Well, what have I done? I have irritated. And what haven’t I done? I haven’t induced. For both of which I apologize. Please do me the favor of removing the nettle.

regards

I am not in the least irritated by your request for a specification of what constitutes a defective trick - I think it an entirely reasonable one. But both gordontd and I have adduced, or perhaps have been induced to say, that a defective trick is one to which at least one player has played a number of cards not equal to one. We base our adduction on our induction, or perhaps deduction, from the opening words of Law 67A. Given those words, neither of us believes that some further definition of "defective trick" is required elsewhere in the Laws.

An anecdote: some years ago I played against a man who was suffering an attack of hay fever. On one occasion during the match, he put down his unplayed cards for the purpose of snatching from his pocket his handkerchief, into which he sneezed violently for some minutes before being able to resume play. He picked up all of his played cards and none of his unplayed ones, and battled on for at least a trick and a half before someone said "Hang on a minute - you've already played the jack of spades."

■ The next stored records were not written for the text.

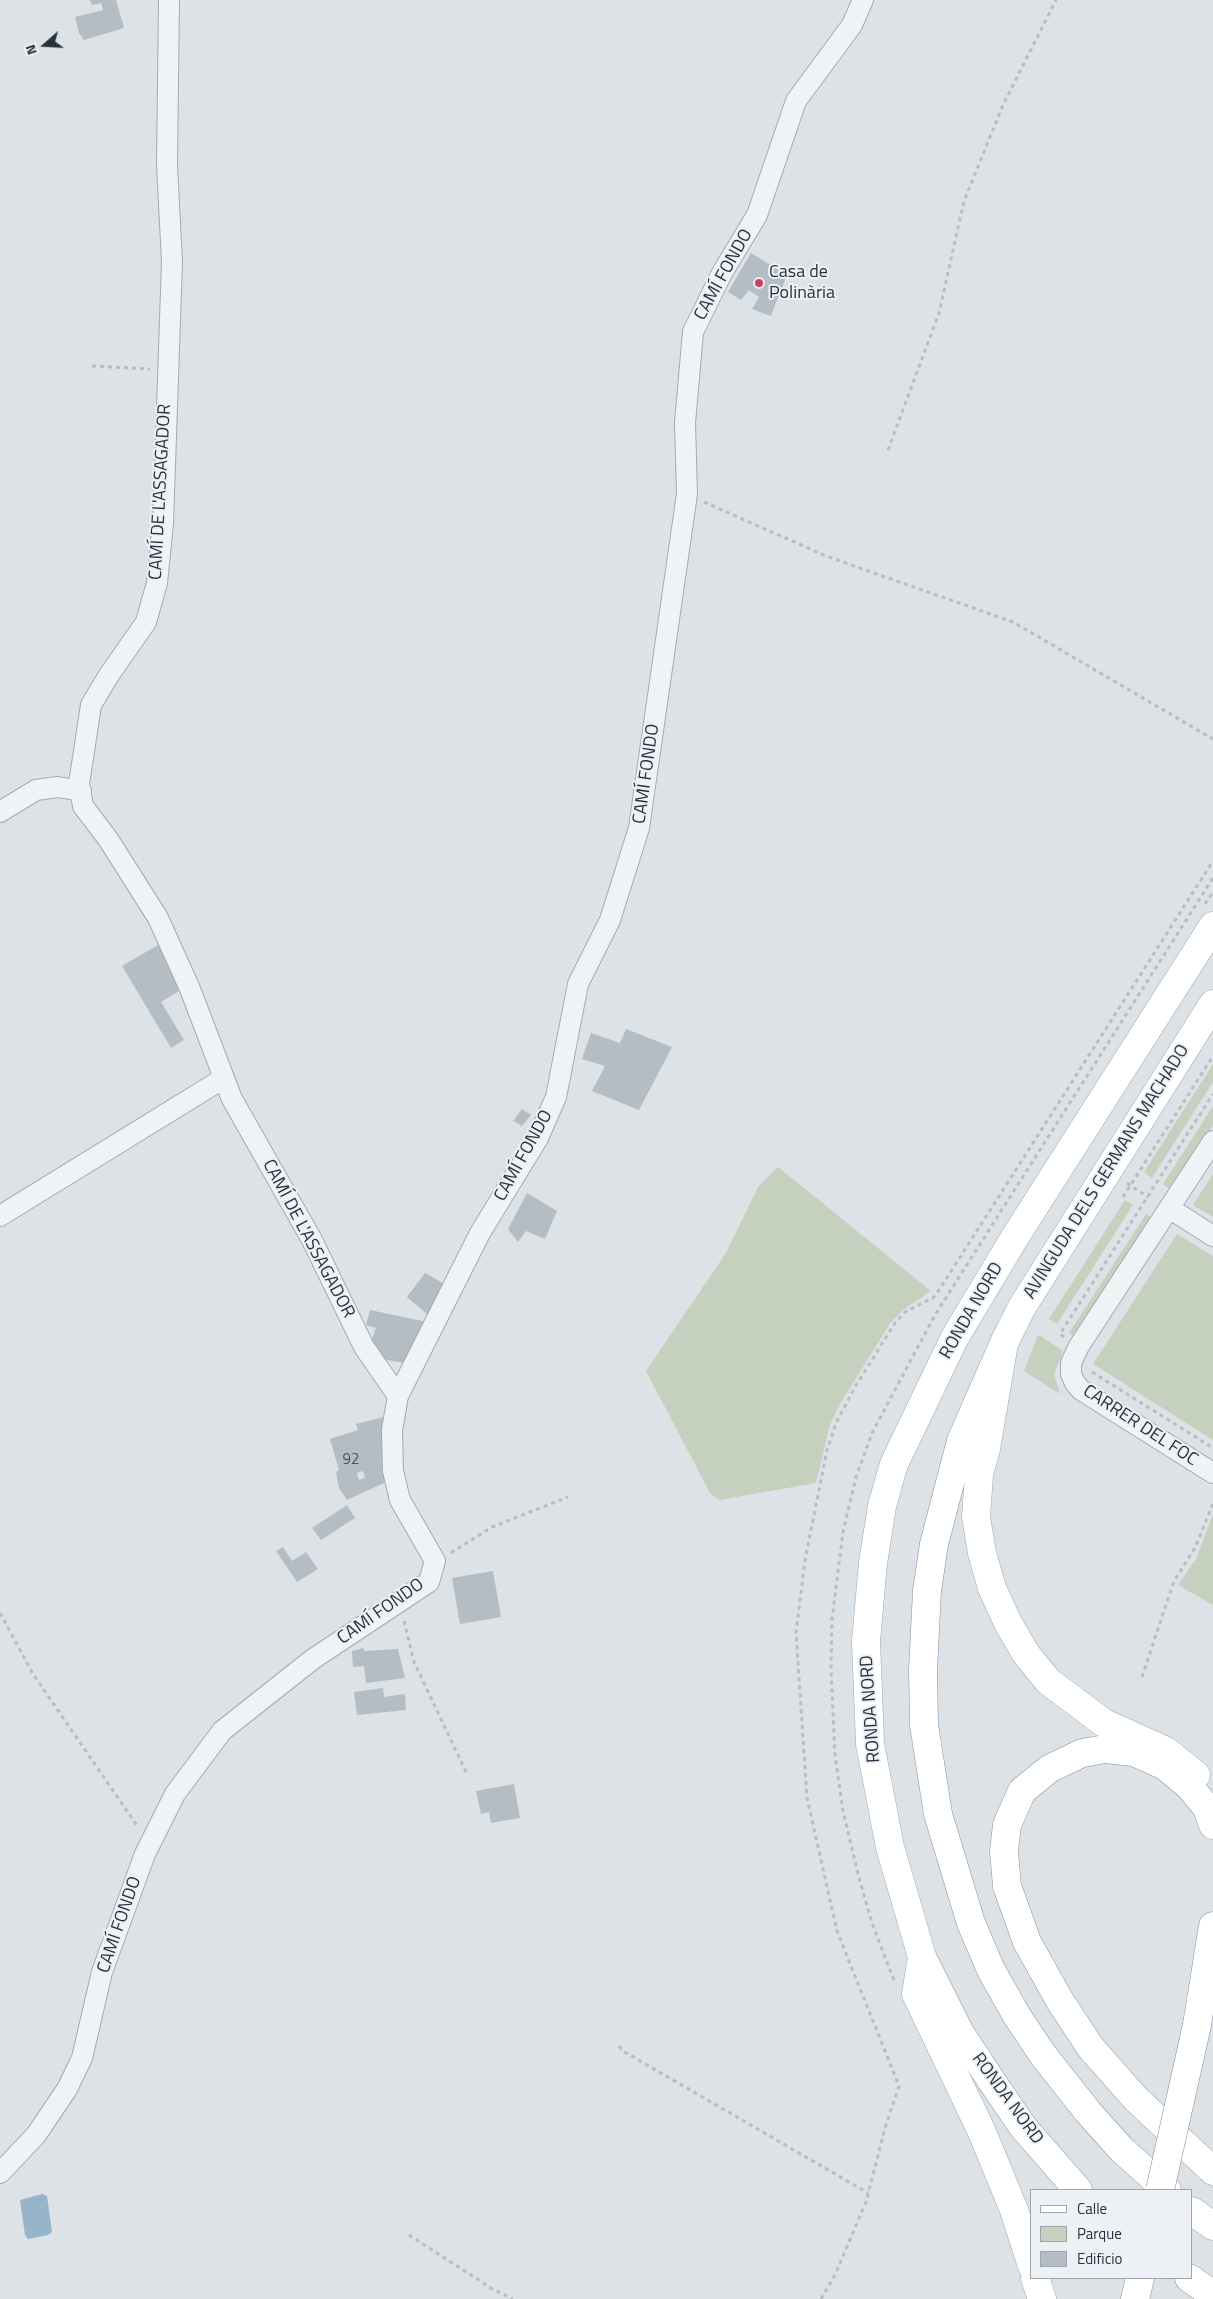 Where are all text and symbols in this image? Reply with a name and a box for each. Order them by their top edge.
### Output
north arrow [20,20,70,70]
text: N [19,42,42,58]
street label: CAMÍ FONDO [690,226,758,324]
place label: Casa de Polinària [769,262,835,304]
marker: Casa de Polinària [753,277,765,289]
street label: CAMÍ DE L'ASSAGADOR [146,403,176,581]
street label: CAMÍ FONDO [629,723,665,825]
street label: AVINGUDA DELS GERMANS MACHADO [1020,1041,1194,1303]
street label: CAMÍ FONDO [490,1107,558,1205]
street label: CAMÍ DE L'ASSAGADOR [257,1156,359,1322]
street label: RONDA NORD [936,1259,1008,1363]
street label: CARRER DEL FOC [1078,1381,1202,1471]
house number: 92 [343,1451,359,1469]
street label: CAMÍ FONDO [333,1574,429,1650]
street label: RONDA NORD [856,1654,886,1764]
street label: CAMÍ FONDO [93,1874,147,1976]
street label: RONDA NORD [967,2049,1047,2149]
legend [1030,2189,1193,2279]
text: Calle [1077,2197,1107,2220]
text: Parque [1077,2222,1122,2245]
text: Edificio [1077,2247,1122,2270] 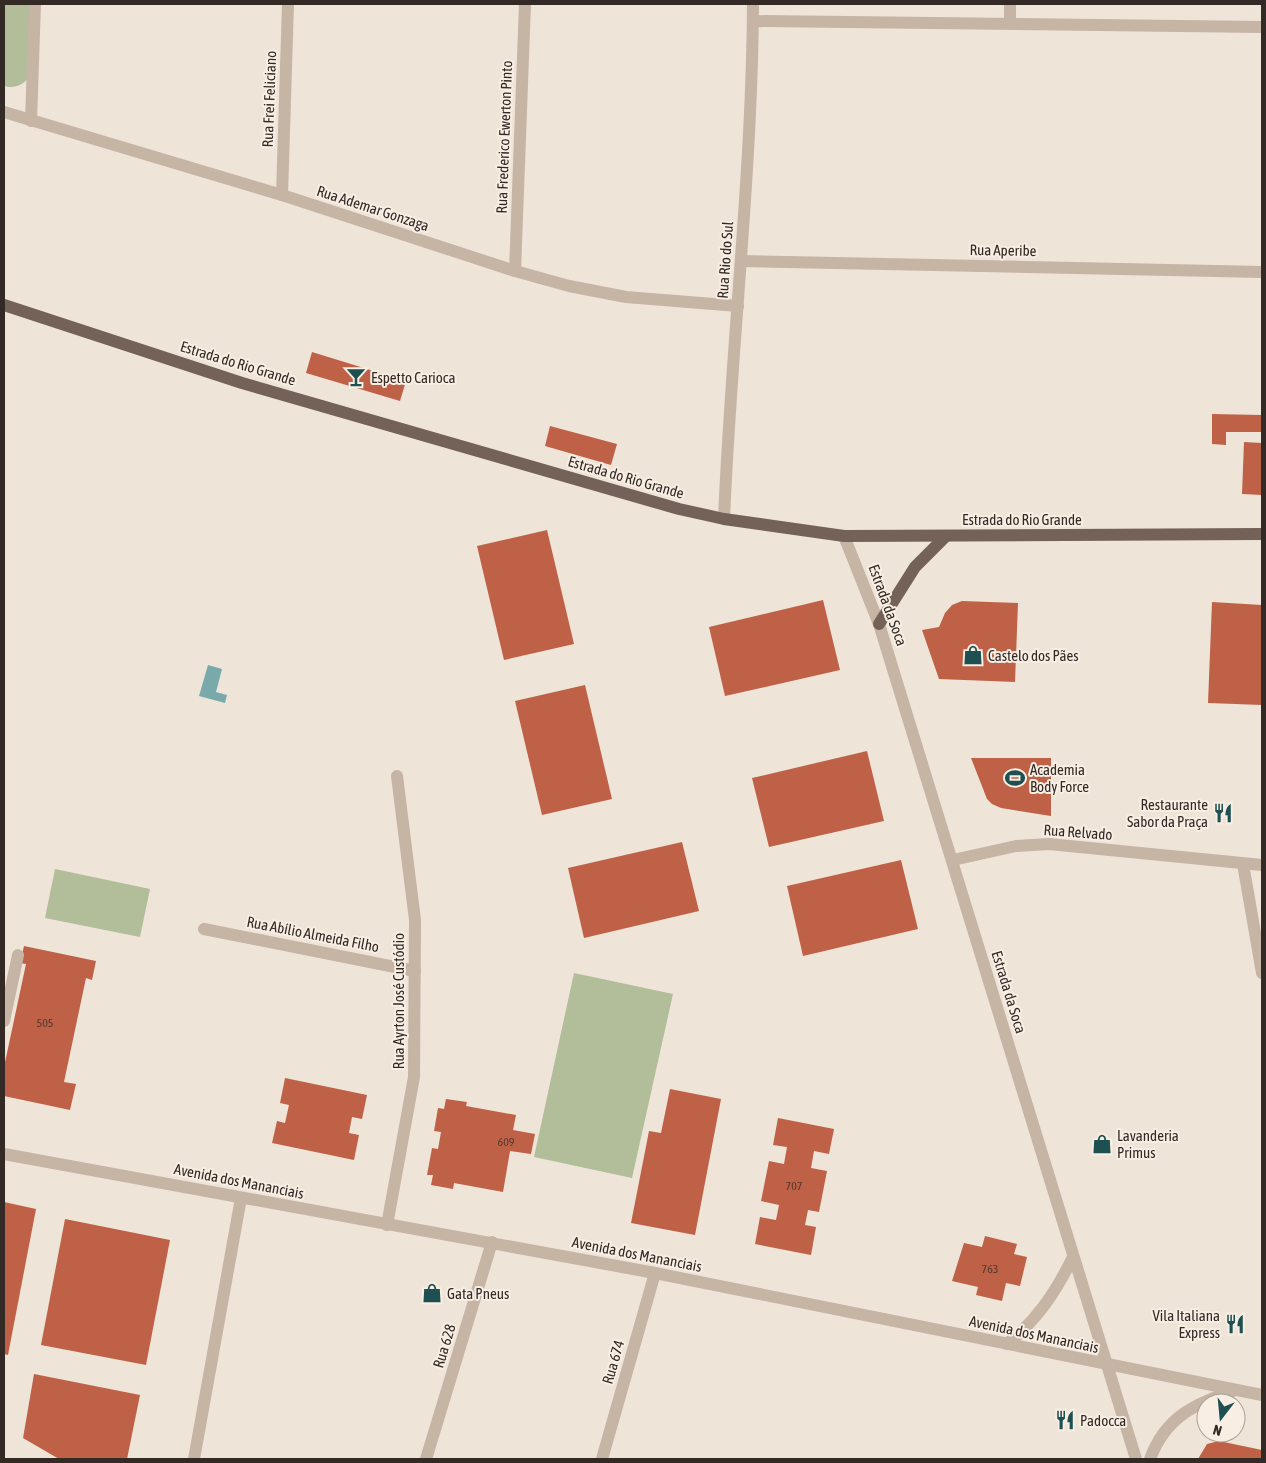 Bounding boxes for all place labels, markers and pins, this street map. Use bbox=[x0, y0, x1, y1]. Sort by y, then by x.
bar icon: Espetto Carioca bbox=[345, 366, 367, 388]
place label: Espetto Carioca bbox=[371, 369, 455, 386]
shop icon: Castelo dos Pães bbox=[962, 644, 984, 666]
place label: Castelo dos Pães bbox=[988, 647, 1079, 664]
place label: Academia Body Force bbox=[1030, 761, 1089, 795]
sports icon: Academia Body Force bbox=[1004, 767, 1026, 789]
place label: Restaurante Sabor da Praça bbox=[1127, 796, 1208, 830]
restaurant icon: Restaurante Sabor da Praça bbox=[1212, 802, 1234, 824]
place label: Lavanderia Primus bbox=[1117, 1127, 1179, 1161]
shop icon: Lavanderia Primus bbox=[1091, 1133, 1113, 1155]
shop icon: Gata Pneus bbox=[421, 1282, 443, 1304]
place label: Gata Pneus bbox=[447, 1285, 509, 1302]
place label: Vila Italiana Express bbox=[1152, 1307, 1220, 1341]
restaurant icon: Vila Italiana Express bbox=[1224, 1313, 1246, 1335]
restaurant icon: Padocca bbox=[1054, 1409, 1076, 1431]
place label: Padocca bbox=[1080, 1412, 1126, 1429] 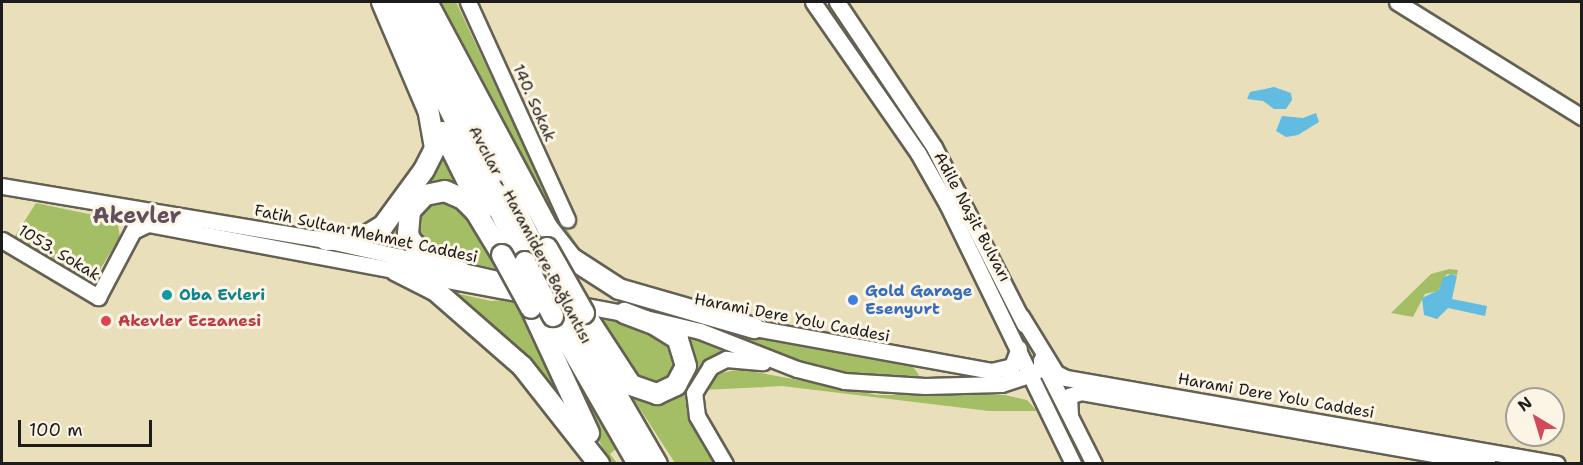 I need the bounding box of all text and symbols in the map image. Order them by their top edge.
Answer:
street label: 140. Sokak [508,61,560,145]
street label: Avcılar - Haramidere Bağlantısı [464,123,596,347]
street label: Adile Naşit Bulvarı [930,149,1014,285]
street label: Fatih Sultan Mehmet Caddesi [252,201,480,267]
district label: Akevler [93,203,181,229]
street label: 1053. Sokak [14,221,104,285]
place label: Gold Garage Esenyurt [865,281,972,319]
place label: Oba Evleri [179,285,265,305]
marker: Oba Evleri [160,288,174,302]
street label: Harami Dere Yolu Caddesi [693,290,891,346]
marker: Gold Garage Esenyurt [846,293,860,307]
place label: Akevler Eczanesi [118,311,261,331]
marker: Akevler Eczanesi [99,314,113,328]
street label: Harami Dere Yolu Caddesi [1176,369,1376,423]
north arrow [1505,387,1565,447]
text: N [1513,392,1536,416]
scale bar [21,408,154,446]
text: 100 m [29,418,83,442]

We didn't call the Director, for this was a private match and there was no official to hand. We just rewound the play, having for the purpose re-equipped the poor fellow with his actual unplayed cards. As it transpired, this was an error on my side's part - he could (and did) beat the contract with what he had left, but he couldn't beat it with what he had already played. Had we but known, we could have invested in a telephone call to Norway and had the chap found guilty of about four revokes.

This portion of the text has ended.